I suppose it’s possible that you might find a frame complete with a print that’s perfect for your home. That has rarely happened to me. More likely, what you’re looking for is a beautiful frame with a print that’s truly horrendous. As price tends to be dictated by the desirability of the print rather than the frame, the more unsightly the print, the better the bargain.
I also ignore mounts. I almost never reuse mounts, partly because they’re usually a colour that’s unsympathetic to my print or colour scheme and partly because I think that art is usually more impactful when it fills the frame. That’s personal preference. You could of course use the mount if you prefer.

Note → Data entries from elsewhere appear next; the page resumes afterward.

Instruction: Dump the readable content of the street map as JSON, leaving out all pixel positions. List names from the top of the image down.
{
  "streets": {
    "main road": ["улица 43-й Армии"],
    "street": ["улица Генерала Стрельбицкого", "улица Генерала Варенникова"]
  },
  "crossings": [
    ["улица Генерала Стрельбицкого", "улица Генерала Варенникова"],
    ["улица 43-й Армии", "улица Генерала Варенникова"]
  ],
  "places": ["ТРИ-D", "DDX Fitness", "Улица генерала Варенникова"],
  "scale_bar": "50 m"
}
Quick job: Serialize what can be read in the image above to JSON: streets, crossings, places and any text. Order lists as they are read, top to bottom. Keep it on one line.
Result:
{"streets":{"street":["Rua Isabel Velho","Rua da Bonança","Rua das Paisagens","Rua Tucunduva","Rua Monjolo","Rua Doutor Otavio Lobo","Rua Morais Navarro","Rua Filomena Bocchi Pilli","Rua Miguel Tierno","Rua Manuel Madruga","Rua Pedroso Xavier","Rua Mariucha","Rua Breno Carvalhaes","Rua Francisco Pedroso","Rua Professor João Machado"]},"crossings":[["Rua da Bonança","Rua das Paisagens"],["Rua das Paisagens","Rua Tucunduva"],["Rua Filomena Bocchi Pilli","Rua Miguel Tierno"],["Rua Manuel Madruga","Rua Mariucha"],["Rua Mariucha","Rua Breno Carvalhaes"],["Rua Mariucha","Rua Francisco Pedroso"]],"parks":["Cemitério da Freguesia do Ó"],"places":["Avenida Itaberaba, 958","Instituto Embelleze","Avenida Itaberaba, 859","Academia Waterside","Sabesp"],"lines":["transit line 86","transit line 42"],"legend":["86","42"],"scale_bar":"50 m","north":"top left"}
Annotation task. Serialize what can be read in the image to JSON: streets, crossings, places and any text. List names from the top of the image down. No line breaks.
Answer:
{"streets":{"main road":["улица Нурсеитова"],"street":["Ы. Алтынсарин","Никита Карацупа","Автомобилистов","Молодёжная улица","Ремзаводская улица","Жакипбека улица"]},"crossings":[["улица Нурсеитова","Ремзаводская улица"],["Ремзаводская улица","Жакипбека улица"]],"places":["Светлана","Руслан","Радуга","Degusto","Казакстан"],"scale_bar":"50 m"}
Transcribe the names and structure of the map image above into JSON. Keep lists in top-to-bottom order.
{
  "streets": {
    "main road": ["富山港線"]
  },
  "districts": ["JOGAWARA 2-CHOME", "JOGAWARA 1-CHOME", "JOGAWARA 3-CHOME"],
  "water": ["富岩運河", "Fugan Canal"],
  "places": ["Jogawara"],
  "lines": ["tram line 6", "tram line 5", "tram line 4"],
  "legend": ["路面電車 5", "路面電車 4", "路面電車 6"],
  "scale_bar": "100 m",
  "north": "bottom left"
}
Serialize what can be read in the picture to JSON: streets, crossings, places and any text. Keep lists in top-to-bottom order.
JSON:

You want a frame that looks robust as it will need to withstand dismantling and reassembling. I have learned to my cost that it’s important to check the back of a frame. On some frames the fixings which hold the back plate in place are not easily reusable due to age or just inconvenient design.
Choosing the print
There are a variety of options for sourcing art which can be printed to a custom size to match your frame. When choosing here are a few things to bear in mind:
If you’re printing from a digital file, you need a good quality (high resolution) digital image to avoid the print copy being blurred or pixalated. The larger the size of your print, the higher the resolution required. Speak to your local friendly print shop for advice if you’re unsure whether the image you have is at a sufficient resolution.
While it is possible – and will probably be necessary – to crop your image to get the proportions right for the frame, for the best results you’ll need to pick an image with roughly the right proportions to begin with. For example you would lose large chunks of a square print if you were cropping it to fit in a rectangular frame.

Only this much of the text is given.